[Data items]
Segment Open
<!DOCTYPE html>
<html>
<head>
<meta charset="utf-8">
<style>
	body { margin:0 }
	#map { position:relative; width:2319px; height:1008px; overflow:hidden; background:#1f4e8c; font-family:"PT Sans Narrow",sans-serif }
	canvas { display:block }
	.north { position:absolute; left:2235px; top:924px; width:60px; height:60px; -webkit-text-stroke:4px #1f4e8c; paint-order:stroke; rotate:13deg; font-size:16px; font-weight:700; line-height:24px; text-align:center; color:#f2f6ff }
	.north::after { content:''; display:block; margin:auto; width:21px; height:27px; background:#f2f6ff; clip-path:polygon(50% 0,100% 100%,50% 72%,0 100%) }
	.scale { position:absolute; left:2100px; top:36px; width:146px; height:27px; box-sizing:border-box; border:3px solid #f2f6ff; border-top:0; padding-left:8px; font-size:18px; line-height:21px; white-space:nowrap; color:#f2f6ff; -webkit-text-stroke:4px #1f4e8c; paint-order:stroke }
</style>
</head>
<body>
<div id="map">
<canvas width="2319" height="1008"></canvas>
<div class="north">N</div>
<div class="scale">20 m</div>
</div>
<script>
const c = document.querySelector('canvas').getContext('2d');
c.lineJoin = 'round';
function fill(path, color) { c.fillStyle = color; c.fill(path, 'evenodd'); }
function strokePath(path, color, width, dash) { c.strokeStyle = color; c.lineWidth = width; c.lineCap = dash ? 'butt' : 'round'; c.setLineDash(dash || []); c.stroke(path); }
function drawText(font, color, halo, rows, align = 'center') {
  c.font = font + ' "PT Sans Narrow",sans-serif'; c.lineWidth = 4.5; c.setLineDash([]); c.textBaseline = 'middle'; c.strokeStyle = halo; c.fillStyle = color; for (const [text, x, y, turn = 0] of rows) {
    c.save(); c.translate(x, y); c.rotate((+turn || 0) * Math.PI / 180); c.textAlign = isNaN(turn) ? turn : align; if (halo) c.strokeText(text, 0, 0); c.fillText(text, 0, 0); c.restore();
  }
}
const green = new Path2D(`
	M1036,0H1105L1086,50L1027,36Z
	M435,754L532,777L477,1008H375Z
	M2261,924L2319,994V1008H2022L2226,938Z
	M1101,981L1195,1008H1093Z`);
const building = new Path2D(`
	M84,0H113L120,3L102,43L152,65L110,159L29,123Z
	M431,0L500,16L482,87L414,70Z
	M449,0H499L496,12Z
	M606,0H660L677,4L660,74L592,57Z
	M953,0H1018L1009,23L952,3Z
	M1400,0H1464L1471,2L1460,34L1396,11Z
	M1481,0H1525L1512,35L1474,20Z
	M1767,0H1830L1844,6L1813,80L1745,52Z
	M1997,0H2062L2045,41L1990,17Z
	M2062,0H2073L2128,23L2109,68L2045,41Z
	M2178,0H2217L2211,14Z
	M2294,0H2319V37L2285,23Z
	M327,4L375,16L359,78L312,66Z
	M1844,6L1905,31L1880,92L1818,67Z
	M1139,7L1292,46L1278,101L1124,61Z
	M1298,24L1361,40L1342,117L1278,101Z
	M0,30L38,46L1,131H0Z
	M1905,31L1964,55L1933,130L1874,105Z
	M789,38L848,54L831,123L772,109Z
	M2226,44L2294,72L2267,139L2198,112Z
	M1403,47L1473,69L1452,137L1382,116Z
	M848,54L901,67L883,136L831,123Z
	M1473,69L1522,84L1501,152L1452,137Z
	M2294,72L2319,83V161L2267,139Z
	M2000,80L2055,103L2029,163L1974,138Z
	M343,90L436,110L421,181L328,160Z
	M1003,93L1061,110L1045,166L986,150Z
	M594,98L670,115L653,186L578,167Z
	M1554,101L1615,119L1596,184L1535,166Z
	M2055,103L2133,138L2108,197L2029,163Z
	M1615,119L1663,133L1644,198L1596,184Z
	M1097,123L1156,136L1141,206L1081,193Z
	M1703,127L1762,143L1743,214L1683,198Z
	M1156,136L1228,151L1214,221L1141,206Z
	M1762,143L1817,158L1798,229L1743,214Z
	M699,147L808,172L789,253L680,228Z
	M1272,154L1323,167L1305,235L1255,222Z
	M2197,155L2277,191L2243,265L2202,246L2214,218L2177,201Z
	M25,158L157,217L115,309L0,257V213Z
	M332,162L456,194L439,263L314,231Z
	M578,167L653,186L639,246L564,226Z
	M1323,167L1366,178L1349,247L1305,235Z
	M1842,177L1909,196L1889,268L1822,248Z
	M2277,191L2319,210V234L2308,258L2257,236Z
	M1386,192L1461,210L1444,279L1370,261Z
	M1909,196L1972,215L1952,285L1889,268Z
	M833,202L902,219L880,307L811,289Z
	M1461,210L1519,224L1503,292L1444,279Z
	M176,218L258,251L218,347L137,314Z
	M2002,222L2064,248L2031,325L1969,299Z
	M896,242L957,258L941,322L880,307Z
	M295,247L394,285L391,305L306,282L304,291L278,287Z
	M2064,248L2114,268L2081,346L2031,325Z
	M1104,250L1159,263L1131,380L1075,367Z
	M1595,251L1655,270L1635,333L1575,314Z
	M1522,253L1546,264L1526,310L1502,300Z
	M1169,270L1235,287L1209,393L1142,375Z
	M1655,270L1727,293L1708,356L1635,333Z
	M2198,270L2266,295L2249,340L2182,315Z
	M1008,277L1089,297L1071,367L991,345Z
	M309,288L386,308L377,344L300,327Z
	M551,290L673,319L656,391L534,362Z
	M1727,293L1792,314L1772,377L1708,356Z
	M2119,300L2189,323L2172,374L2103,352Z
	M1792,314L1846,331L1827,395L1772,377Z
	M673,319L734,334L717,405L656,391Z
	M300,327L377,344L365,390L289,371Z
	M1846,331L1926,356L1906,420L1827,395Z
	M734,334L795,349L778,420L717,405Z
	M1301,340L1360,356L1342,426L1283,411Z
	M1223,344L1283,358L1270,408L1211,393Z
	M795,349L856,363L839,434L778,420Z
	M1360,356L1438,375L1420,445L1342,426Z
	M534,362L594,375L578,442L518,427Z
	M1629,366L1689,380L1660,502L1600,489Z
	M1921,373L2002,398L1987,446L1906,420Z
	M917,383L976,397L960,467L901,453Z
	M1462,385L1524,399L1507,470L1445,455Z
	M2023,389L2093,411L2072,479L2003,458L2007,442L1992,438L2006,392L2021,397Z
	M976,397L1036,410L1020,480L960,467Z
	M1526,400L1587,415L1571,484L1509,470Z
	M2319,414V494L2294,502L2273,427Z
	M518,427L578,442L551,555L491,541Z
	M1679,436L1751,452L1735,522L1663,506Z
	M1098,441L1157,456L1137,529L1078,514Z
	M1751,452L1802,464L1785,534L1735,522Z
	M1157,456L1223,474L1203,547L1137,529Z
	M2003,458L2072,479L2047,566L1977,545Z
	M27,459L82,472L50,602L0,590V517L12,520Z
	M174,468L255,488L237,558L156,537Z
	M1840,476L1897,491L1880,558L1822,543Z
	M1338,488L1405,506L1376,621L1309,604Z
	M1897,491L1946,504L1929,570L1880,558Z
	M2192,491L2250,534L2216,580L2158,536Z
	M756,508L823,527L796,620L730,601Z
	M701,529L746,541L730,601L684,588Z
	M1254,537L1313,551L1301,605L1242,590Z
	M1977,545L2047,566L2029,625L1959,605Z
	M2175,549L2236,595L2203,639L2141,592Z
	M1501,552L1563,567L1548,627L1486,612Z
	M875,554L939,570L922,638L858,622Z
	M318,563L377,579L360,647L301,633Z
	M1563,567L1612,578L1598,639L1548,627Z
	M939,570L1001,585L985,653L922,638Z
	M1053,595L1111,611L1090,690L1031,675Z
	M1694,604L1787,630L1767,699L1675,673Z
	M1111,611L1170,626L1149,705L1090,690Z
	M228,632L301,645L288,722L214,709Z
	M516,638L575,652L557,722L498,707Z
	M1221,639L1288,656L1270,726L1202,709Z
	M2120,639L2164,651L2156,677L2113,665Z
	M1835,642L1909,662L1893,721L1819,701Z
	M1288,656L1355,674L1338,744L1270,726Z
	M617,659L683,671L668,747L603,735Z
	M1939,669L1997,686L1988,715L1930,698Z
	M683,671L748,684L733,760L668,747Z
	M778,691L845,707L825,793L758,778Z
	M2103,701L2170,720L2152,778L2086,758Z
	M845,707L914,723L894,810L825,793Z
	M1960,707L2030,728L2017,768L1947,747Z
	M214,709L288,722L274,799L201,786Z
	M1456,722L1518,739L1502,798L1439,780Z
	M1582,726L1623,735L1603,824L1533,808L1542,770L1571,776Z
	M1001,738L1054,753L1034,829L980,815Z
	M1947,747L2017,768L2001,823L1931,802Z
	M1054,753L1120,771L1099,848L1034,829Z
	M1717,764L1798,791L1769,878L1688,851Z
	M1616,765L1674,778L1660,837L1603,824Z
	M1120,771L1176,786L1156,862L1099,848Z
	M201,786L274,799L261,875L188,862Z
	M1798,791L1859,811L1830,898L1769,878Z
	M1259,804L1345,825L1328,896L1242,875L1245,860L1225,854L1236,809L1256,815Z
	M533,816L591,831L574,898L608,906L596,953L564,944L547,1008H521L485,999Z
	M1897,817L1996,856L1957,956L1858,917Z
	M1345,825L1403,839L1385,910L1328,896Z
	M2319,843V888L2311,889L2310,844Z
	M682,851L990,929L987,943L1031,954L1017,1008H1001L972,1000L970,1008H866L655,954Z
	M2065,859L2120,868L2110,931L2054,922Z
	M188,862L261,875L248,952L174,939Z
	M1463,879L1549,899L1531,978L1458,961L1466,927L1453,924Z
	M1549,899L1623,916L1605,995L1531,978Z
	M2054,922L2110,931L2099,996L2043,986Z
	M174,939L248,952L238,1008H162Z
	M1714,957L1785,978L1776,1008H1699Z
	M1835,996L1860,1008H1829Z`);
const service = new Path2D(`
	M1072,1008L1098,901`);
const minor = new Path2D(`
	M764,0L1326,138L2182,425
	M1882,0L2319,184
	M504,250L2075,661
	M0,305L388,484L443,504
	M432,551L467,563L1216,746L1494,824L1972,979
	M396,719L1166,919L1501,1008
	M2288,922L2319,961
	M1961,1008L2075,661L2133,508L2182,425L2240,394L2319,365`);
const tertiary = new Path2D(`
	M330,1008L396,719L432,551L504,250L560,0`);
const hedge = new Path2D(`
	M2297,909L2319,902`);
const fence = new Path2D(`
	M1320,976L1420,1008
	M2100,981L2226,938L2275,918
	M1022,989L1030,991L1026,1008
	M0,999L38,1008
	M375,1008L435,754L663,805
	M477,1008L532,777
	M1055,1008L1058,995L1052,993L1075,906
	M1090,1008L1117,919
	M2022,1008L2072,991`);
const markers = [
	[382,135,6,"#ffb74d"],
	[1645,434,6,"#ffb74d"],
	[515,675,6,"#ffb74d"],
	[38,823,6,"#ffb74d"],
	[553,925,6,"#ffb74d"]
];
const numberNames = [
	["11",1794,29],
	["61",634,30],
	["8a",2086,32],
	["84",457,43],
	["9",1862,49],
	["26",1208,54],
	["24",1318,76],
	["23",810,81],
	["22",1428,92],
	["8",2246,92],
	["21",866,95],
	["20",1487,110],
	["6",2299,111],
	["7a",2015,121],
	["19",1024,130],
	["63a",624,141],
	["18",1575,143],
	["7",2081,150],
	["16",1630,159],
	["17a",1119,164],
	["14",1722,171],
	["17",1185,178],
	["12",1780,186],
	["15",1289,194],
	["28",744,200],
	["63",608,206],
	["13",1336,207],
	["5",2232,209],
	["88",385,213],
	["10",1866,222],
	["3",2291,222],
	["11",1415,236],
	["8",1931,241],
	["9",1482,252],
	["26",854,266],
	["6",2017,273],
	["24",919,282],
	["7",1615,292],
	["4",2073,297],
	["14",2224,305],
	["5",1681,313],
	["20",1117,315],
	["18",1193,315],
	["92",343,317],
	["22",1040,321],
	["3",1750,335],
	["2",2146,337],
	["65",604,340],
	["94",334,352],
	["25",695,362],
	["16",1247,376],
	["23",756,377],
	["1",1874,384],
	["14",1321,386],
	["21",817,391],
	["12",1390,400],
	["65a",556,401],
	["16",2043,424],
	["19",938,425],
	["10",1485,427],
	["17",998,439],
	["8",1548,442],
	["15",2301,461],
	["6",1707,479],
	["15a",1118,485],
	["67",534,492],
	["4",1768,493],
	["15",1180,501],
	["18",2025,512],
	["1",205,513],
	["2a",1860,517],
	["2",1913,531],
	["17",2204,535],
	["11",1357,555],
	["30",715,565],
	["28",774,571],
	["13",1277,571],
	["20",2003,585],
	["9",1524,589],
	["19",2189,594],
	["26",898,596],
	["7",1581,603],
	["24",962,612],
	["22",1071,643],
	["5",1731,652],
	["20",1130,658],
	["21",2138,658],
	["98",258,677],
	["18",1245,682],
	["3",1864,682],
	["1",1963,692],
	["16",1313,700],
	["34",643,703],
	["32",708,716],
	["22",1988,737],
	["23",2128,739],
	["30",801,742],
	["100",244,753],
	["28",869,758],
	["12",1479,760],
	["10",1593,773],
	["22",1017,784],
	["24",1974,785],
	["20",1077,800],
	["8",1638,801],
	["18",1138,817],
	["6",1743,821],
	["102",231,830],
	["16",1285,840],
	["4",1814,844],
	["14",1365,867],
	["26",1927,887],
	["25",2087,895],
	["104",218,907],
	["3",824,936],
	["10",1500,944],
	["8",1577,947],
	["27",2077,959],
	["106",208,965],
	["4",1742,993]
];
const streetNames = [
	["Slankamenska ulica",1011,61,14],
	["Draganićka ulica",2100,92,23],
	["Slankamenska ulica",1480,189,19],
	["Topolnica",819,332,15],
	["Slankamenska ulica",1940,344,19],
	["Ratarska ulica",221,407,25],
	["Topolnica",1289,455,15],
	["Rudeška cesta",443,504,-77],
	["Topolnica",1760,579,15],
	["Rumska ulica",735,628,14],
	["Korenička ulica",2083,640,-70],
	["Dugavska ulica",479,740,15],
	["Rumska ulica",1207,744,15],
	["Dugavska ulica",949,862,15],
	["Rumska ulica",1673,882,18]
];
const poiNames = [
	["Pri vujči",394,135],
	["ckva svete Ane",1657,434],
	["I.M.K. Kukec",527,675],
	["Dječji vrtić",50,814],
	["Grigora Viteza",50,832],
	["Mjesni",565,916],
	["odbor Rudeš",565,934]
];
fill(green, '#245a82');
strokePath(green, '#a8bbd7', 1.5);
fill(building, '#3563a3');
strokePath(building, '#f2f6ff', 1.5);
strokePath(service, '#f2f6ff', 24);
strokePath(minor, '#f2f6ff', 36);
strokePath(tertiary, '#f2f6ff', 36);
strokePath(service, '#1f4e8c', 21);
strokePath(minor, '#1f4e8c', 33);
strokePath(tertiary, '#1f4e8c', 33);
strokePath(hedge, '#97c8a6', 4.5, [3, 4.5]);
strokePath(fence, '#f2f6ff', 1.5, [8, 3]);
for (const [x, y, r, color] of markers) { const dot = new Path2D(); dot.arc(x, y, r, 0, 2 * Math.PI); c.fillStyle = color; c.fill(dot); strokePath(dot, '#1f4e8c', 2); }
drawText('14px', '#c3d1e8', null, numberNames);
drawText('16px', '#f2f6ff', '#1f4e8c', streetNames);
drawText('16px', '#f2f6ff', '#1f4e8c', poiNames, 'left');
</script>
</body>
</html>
Segment Closed
*WHAT THE TASK REQUIRES*
Report how many lines in the data contain the word "setLineDash", with no words besides the number.

*RESPONSE TO THIS EXERCISE*
2